Tout cela relativise le financement de transition pacifique vers la démocratie comme politique principale des USAs (mais bien sur sans en enlever la réalité et l'efficacité dans le cas des dictatures de l'Est).

Laurent

Écrit par : guerby | 24/10/2005

C'est amusant comme finalement, on redécouvre une bonne veille analyse marxiste au détour de certains propos. Je vous cite citant Damien :"la concurrence pourrait bien être un facteur de rivalités guerrières". Je crois bien de Marx ne l'aurait pas mieux dit, à savoir la façon dont le système capitaliste intrumentalise les nations pour les monter les unes contre les autres dans la concurrence internationale. D'où la proposition marxiste de dépasser cette concurrence nationaliste et capitaliste par une internationale des travailleurs.

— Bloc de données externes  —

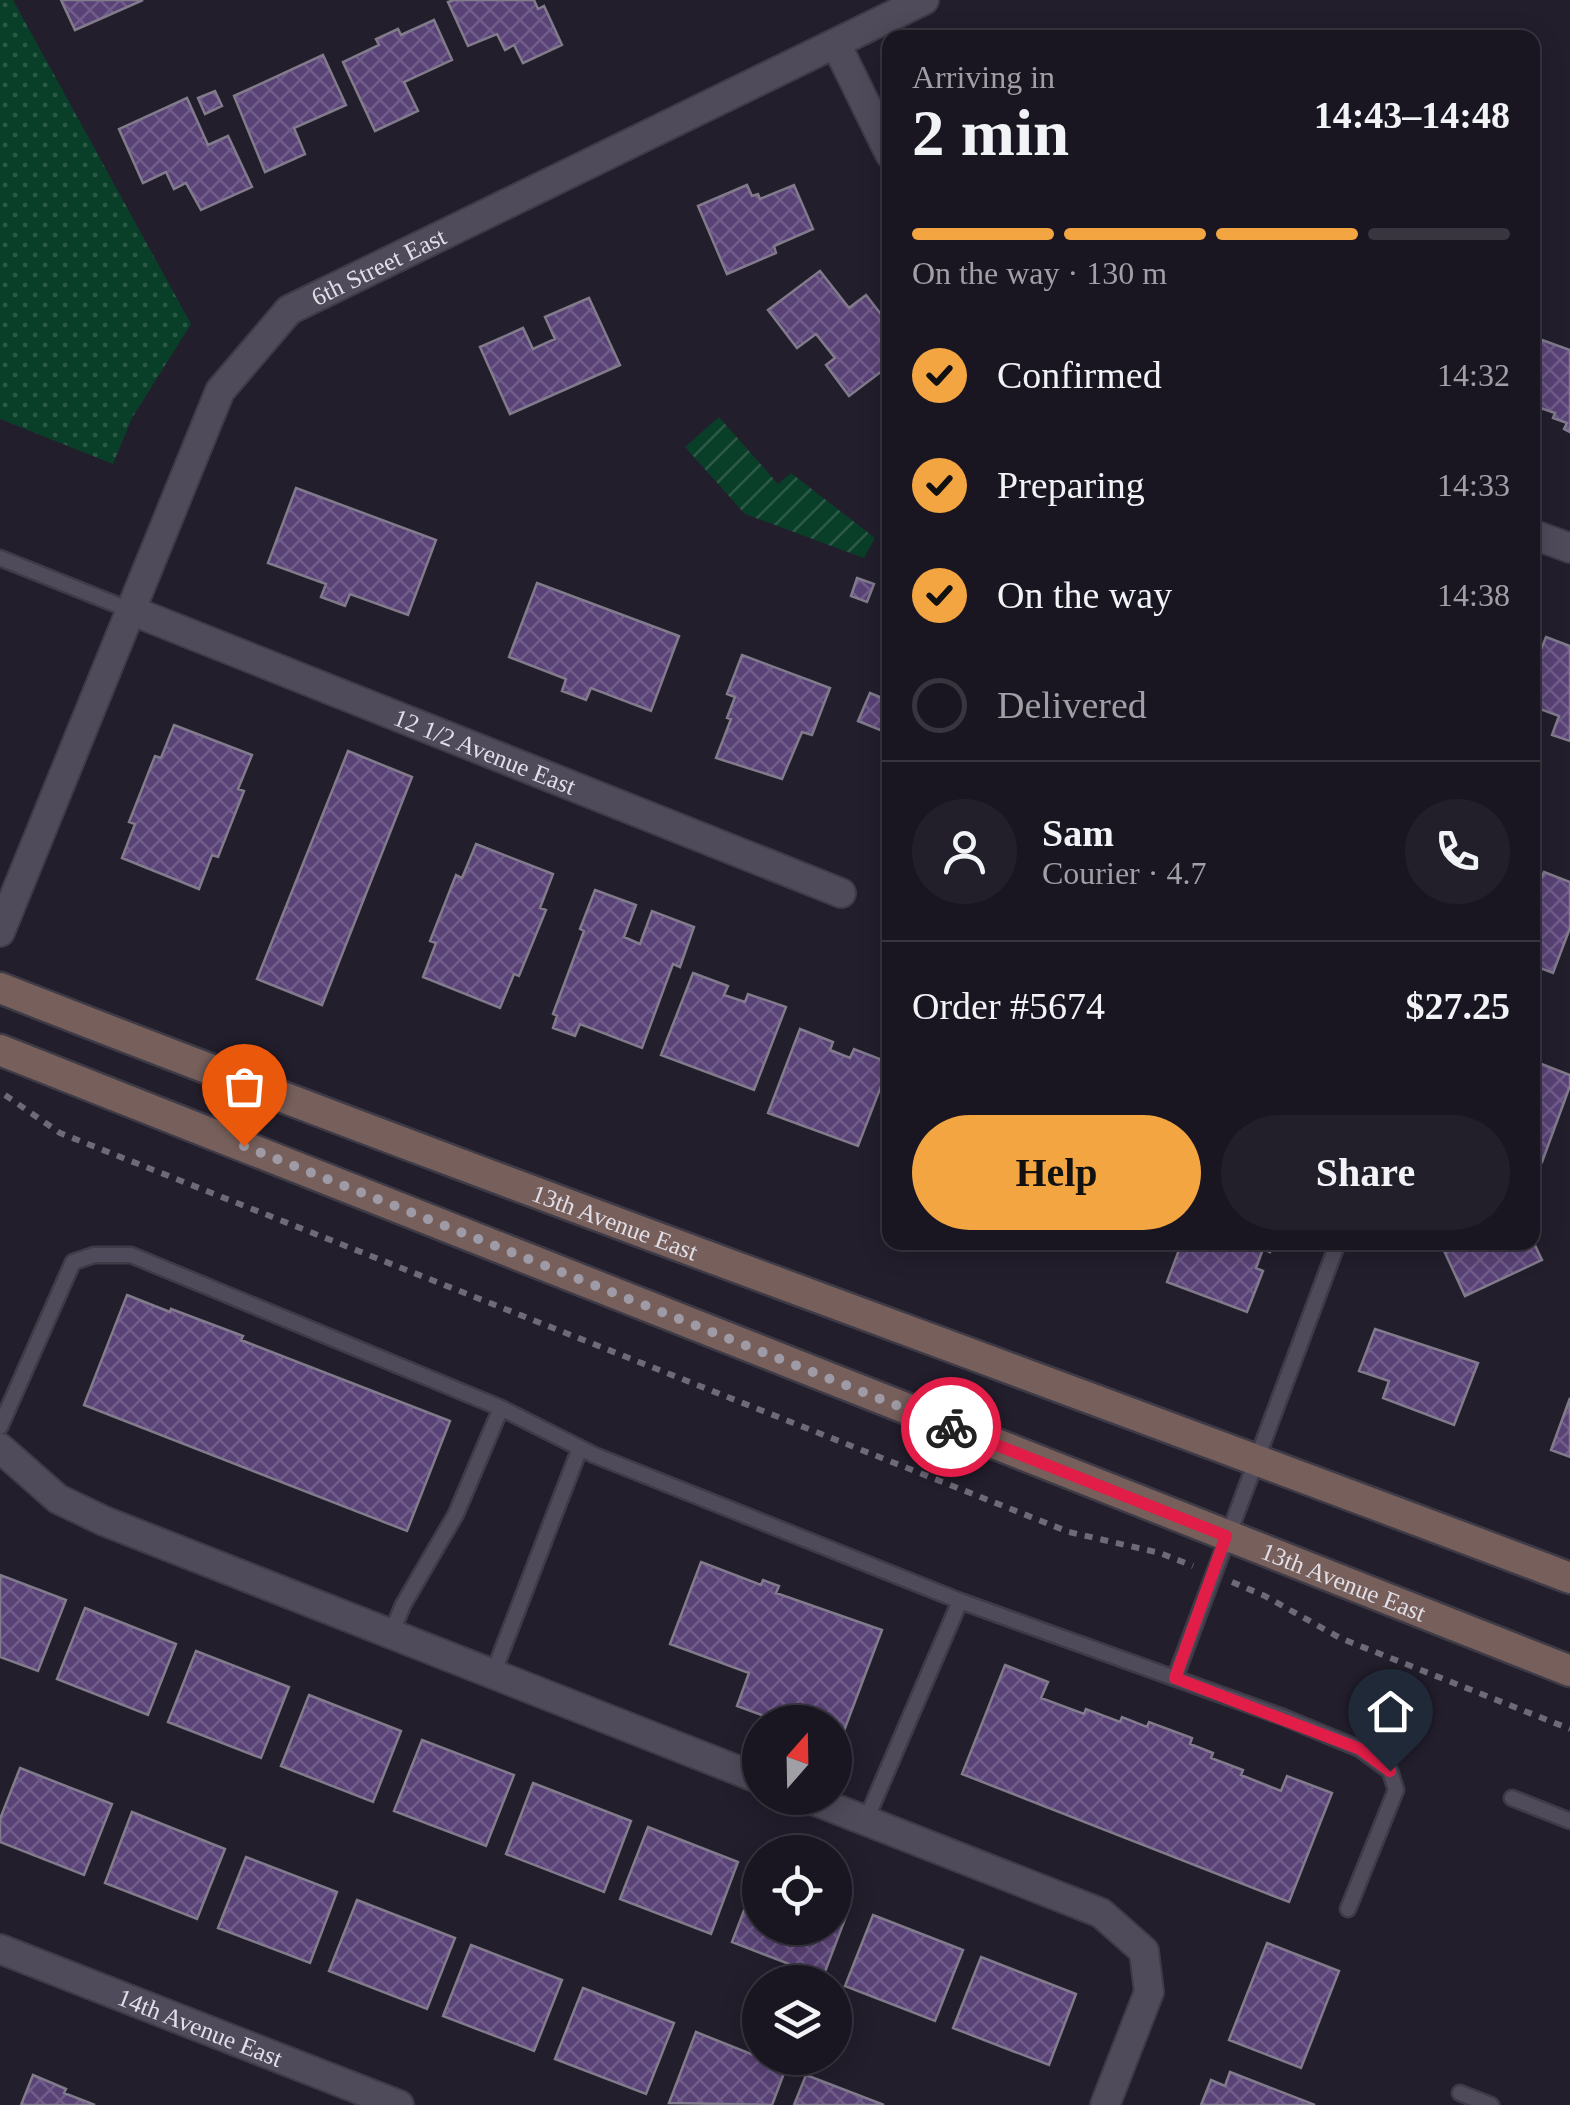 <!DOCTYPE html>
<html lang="en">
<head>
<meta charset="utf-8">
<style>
	:root { --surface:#1a1621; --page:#231f2a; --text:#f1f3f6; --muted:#9f9fa5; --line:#38353f; --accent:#f2a541 }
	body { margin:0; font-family:Georgia,serif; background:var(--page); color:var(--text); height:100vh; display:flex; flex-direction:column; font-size:38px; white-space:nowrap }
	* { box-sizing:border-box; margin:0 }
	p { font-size:32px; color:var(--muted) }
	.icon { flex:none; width:55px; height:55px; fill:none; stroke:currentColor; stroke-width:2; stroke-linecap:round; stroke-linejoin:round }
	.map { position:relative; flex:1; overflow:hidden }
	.side { position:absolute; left:882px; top:30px; width:658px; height:1220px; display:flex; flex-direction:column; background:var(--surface); border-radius:20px; box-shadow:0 5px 25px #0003,0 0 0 2px var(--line) }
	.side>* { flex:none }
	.needle { width:65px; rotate:20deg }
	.fabs { position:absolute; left:742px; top:1705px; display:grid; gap:20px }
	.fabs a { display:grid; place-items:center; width:110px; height:110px; border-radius:50%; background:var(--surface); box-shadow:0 5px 25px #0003,0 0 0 2px var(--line); font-size:50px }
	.pin { position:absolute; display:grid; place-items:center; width:85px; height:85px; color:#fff; margin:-102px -42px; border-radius:50% 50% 50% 0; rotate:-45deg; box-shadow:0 0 10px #0007 }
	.pin .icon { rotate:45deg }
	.courier { position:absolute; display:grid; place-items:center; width:100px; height:100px; margin:-50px; border:8px solid #e11d48; border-radius:50%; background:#fff; color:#222; box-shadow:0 2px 12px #0007 }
	.head em { font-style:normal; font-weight:700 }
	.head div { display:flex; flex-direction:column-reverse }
	.head { display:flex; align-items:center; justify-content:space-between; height:170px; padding:0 30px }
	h1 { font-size:65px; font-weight:700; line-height:75px }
	.bar { display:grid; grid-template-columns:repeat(4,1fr); gap:15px 10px; align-content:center; height:120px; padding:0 30px }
	.bar i { height:12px; border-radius:8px; background:var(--line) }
	.bar .current { background:var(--accent) }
	.bar p { grid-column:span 4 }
	.line { display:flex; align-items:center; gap:25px; padding:0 30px; border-top:2px solid var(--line) }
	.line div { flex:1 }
	.round { display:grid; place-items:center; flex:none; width:105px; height:105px; border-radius:52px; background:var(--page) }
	ol { padding:0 30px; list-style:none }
	li { display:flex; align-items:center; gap:30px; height:110px }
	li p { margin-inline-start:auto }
	li .icon { padding:10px; border-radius:50%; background:var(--accent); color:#111; stroke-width:4 }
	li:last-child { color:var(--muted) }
	li i { width:55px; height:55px; border:5px solid var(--line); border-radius:50% }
	.cta { display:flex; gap:20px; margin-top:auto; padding:20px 30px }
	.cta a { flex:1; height:115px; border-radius:60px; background:var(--accent); color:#111; font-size:40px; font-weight:700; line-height:115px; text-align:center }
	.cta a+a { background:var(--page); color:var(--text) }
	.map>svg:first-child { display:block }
	.park { fill:url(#park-dots) }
	.garden { fill:url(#garden-furrows) }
	.building { fill:url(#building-cross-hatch); stroke:#817b8c; stroke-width:2.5 }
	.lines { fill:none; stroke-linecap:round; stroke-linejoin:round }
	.lane-casing { stroke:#3e3b47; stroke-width:19 }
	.street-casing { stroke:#3e3b47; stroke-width:32 }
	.secondary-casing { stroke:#3e3b47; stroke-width:35 }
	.path { stroke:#6e6b77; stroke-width:6; stroke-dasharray:8 8; stroke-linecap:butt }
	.lane { stroke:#504b5b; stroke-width:14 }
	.street { stroke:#504b5b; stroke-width:28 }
	.secondary { stroke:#77605c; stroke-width:30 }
	.done { stroke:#9e9ba6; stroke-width:10; stroke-dasharray:0 18 }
	.route { stroke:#e11d48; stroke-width:12 }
	.labels { text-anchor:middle; stroke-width:10; stroke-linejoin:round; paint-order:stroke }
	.street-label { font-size:25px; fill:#e1dee8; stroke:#221e2c }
</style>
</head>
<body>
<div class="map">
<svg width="1570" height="2105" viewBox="0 0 1570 2105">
	<defs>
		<pattern id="park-dots" width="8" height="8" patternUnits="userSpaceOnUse" patternTransform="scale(2.5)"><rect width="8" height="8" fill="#093f28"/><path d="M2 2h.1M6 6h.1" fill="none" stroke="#2d5a47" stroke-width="1.8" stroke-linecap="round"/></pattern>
		<pattern id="garden-furrows" width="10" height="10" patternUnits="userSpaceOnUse" patternTransform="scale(2.5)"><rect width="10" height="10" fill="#093f28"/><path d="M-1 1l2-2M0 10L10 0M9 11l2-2" fill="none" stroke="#2d5a47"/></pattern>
		<pattern id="building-cross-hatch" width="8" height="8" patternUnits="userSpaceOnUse" patternTransform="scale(2.5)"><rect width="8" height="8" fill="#594276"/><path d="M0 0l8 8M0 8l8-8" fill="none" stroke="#715d8a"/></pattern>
	</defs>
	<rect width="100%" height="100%" fill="#221e2c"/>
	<!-- park -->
	<path class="park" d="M0 0H13L191 324 132 418 113 464 0 419Z"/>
	<!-- garden -->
	<path class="garden" d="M719 417 778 484 791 473 875 538 864 558 745 514 685 447Z"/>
	<!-- building -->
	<path class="building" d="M61 0H143L75 30Z
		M454 0H534L538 9 544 6 562 45 523 63 514 45 505 50 497 34 468 46 448 2Z
		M434 20 452 60 404 82 418 111 375 131 343 62 379 45 376 39 398 29 401 35Z
		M323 55 346 105 294 128 305 154 265 172 234 96Z
		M215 91 222 106 205 114 198 98Z
		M187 98 208 145 228 136 252 187 201 210 186 183 174 189 166 172 143 183 119 129Z
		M747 185 752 196 758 194 760 199 794 185 813 229 774 246 776 253 727 274 698 206Z
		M820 271 849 308 866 295 890 326V365L849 396 826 365 835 358 816 334 797 348 768 310Z
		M589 298 620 365 510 414 480 347 523 328 533 349 555 339 545 317Z
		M1542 340 1570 350V432L1564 429 1567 423 1553 418 1555 413 1532 405V365Z
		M296 488 436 540 408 615 350 594 345 606 321 597 326 584 268 563Z
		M857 578 874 584 867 602 851 596Z
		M537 583 679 636 651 711 591 688 586 700 562 691 566 679 509 657Z
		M1546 637 1570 646V741L1552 735 1559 716 1532 706V672Z
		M742 655 830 688 812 735 802 732 782 779 716 758 731 719 727 718 735 697 727 694Z
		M870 693 887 700 890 693V734L858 721Z
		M174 725 252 755 238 789 244 791 218 857 212 855 199 889 122 858 135 824 129 822 155 756 161 758Z
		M348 751 412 777 322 1005 257 979Z
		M476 844 553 874 540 908 546 910 519 976 514 974 500 1008 423 977 436 943 430 941 456 875 462 878Z
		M1544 872 1570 882V928L1553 973 1532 965V873L1542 877Z
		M595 890 636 905 624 937 640 944 652 911 694 927 680 967 673 964 642 1048 580 1024 575 1036 553 1028 557 1016 553 1014 584 931 580 929Z
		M693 973 728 986 724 995 745 1002 748 994 786 1007 754 1090 661 1055Z
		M800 1029 833 1042 830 1050 850 1058 854 1049 890 1063 858 1146 768 1113Z
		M1539 1063 1570 1075V1086L1542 1162 1532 1158V1072L1535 1073Z
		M1532 1239 1542 1260 1465 1296 1440 1242H1532Z
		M1182 1242H1274L1270 1252 1263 1249 1256 1268 1263 1271 1247 1312 1167 1282Z
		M127 1295 170 1312 171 1309 243 1336 241 1340 450 1421 407 1531 84 1405Z
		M1375 1329 1478 1363 1454 1425 1383 1398 1389 1381 1359 1371Z
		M1570 1398V1457L1551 1450Z
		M701 1562 761 1585 763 1580 779 1586 776 1593 882 1630 839 1744 835 1743V1722H781L737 1706 749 1673 670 1644Z
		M0 1575 66 1600 38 1671 0 1657Z
		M85 1608 176 1644 148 1715 57 1679Z
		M196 1651 289 1687 261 1758 168 1722Z
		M1005 1665 1048 1682 1041 1698 1084 1714 1086 1709 1120 1722 1122 1717 1147 1727 1149 1722 1192 1738 1190 1744 1213 1753 1211 1758 1243 1770 1241 1775 1281 1791 1287 1776 1332 1793 1289 1902 962 1774Z
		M309 1695 401 1731 373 1802 281 1766Z
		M422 1740 514 1775 486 1846 394 1811Z
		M20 1768 112 1804 84 1875 0 1842V1819Z
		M533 1783 631 1821 604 1892 506 1854Z
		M132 1812 225 1849 197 1919 105 1883Z
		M648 1827 738 1862 711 1934 620 1899Z
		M246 1857 337 1892 310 1963 218 1928Z
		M759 1871 760 1928H835V1900L850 1906 823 1977 732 1942Z
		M357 1900 455 1938 427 2009 329 1971Z
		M873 1915 963 1950 935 2021 845 1986Z
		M1267 1943 1339 1971 1301 2068 1229 2040Z
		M471 1945 562 1980 534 2051 443 2016Z
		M981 1957 1076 1994 1049 2065 953 2028Z
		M583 1988 674 2023 646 2094 555 2059Z
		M696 2032 786 2068 772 2105 669 2103Z
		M1230 2072 1315 2105H1201L1211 2080 1225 2086Z
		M33 2075 66 2089 64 2093 95 2105H21Z
		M806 2075 884 2105H794Z"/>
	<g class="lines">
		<defs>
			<path id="lane" d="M0 558 130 610
				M0 1427 73 1262 94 1255H131L501 1408 594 1455 960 1601 866 1820
				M960 1601 1283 1717 1360 1749 1390 1771 1396 1790 1348 1909
				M391 1634 403 1605 456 1514 501 1408
				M493 1674 580 1448
				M1175 1678 1338 1242
				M1512 1798 1570 1821
				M1460 2093 1491 2105"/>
			<g id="street">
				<path d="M836 44 890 154"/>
				<path d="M1532 534 1570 548"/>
				<path id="s1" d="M130 610 841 893"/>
				<path id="s2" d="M0 932 220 391 289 310 924 0"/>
				<path d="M0 1448 58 1499 104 1521 760 1779"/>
				<path d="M808 1798 1101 1913 1144 1951 1149 1992 1105 2105"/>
				<path id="s3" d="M0 1949 399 2105"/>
			</g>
			<g id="secondary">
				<path id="s4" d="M0 988C521 1192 1047 1379 1570 1578"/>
				<path id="s5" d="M0 1050 1570 1671"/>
			</g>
		</defs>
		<!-- lane casing -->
		<use href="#lane" class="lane-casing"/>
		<!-- street casing -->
		<use href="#street" class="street-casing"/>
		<!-- secondary casing -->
		<use href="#secondary" class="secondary-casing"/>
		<!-- path -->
		<path class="path" d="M5 1095 60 1133 1069 1532 1160 1553 1193 1566
			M1232 1582 1265 1596 1340 1638 1570 1729"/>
		<!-- lane -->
		<use href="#lane" class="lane"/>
		<!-- street -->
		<use href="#street" class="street"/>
		<!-- secondary -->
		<use href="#secondary" class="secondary"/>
	</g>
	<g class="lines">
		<!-- done -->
		<path class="done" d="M244 1146 951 1427"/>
		<!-- route -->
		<path class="route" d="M951 1427 1226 1536 1175 1678 1360 1749 1390 1771"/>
	</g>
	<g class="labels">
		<!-- street labels -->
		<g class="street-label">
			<text dy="9" stroke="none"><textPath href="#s2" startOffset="790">6th Street East</textPath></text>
			<text dy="9" stroke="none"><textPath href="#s1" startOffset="382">12 1/2 Avenue East</textPath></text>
			<text dy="9" stroke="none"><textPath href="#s4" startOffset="658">13th Avenue East</textPath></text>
			<text dy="9" stroke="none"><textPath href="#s5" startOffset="1445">13th Avenue East</textPath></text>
			<text dy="9" stroke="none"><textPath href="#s3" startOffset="215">14th Avenue East</textPath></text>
		</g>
	</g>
</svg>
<div class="fabs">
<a><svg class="needle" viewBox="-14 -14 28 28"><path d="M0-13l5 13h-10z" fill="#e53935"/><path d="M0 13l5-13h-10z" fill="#9f9fa5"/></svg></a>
<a><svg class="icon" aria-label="locate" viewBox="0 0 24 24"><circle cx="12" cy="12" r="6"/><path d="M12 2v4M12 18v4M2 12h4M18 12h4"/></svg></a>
<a><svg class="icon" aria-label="layers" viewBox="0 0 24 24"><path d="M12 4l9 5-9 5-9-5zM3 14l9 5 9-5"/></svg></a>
</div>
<div class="pin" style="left:244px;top:1146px;background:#ea580c"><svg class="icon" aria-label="bag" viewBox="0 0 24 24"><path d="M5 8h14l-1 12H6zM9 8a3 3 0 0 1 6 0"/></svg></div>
<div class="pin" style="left:1390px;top:1771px;background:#1f2937"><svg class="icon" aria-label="home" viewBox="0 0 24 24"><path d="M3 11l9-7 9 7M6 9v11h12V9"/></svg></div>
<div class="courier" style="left:951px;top:1427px"><svg class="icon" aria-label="bike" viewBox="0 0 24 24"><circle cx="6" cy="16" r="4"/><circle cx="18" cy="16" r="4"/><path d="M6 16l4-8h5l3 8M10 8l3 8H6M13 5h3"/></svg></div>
<section class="side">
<div class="head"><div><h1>2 min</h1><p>Arriving in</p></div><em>14:43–14:48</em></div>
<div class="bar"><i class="current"></i><i class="current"></i><i class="current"></i><i></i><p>On the way · 130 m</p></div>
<ol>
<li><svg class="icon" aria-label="check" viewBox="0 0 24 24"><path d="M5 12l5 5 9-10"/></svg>Confirmed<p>14:32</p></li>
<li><svg class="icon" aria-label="check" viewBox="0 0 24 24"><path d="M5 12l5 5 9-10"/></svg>Preparing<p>14:33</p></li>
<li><svg class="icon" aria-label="check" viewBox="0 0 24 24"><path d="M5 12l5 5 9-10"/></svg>On the way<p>14:38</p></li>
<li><i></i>Delivered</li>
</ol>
<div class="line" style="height:180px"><a class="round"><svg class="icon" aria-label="person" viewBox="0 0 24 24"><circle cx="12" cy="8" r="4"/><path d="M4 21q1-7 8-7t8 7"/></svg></a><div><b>Sam</b><p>Courier · 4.7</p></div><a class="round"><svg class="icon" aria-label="phone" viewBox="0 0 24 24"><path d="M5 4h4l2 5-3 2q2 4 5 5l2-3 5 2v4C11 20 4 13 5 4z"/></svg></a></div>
<div class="line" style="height:130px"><div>Order #5674</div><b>$27.25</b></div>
<div class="cta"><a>Help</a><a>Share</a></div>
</section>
</div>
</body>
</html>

Ceci étant dit, le monde est de fait multipolaire, à défaut d'être multilatéral. Et ces pôles, sauf à être naïf, ont vocation sur nombres de sujets à se concurrencer sinon à s'opposer. Toute la question, comme je viens de le noter dans un commentaire sur votre note sur la concurrence, est bel et bien de trouver des modes de régulation pacifiques des conflits potentiels (autres que la guerre donc), à l'échelle mondiale comme à l'intérieur de chacun des pôles. C'est bien la conclusion de votre billet, et ce n'est pas contradictoire avec le multilatéralisme revendiqué de la vision "française". Je traduis l'unilatéralisme comme la volonté de ne se préoccuper que de ses intérêts propres, soit par pur cynisme, soit en considérant que ses intérêts sont aussi ceux de tous les autres (c'est un peu le discours de l'administration Bush autour de la démocratisation du monde). Vu ainsi, le multilatéralisme est la tentative de prise en compte de l'ensemble des intérêts afin d'arriver à une position médiane de consensus (ce qui suppose des renoncements de part et d'autre) alors que l'unilatéralisme est la version politique du postulat économique selon lequel la somme des intérêts individuels conduit forcément à l'intérêt collectif par le jeu des lois du marché (la fameuse main invisible).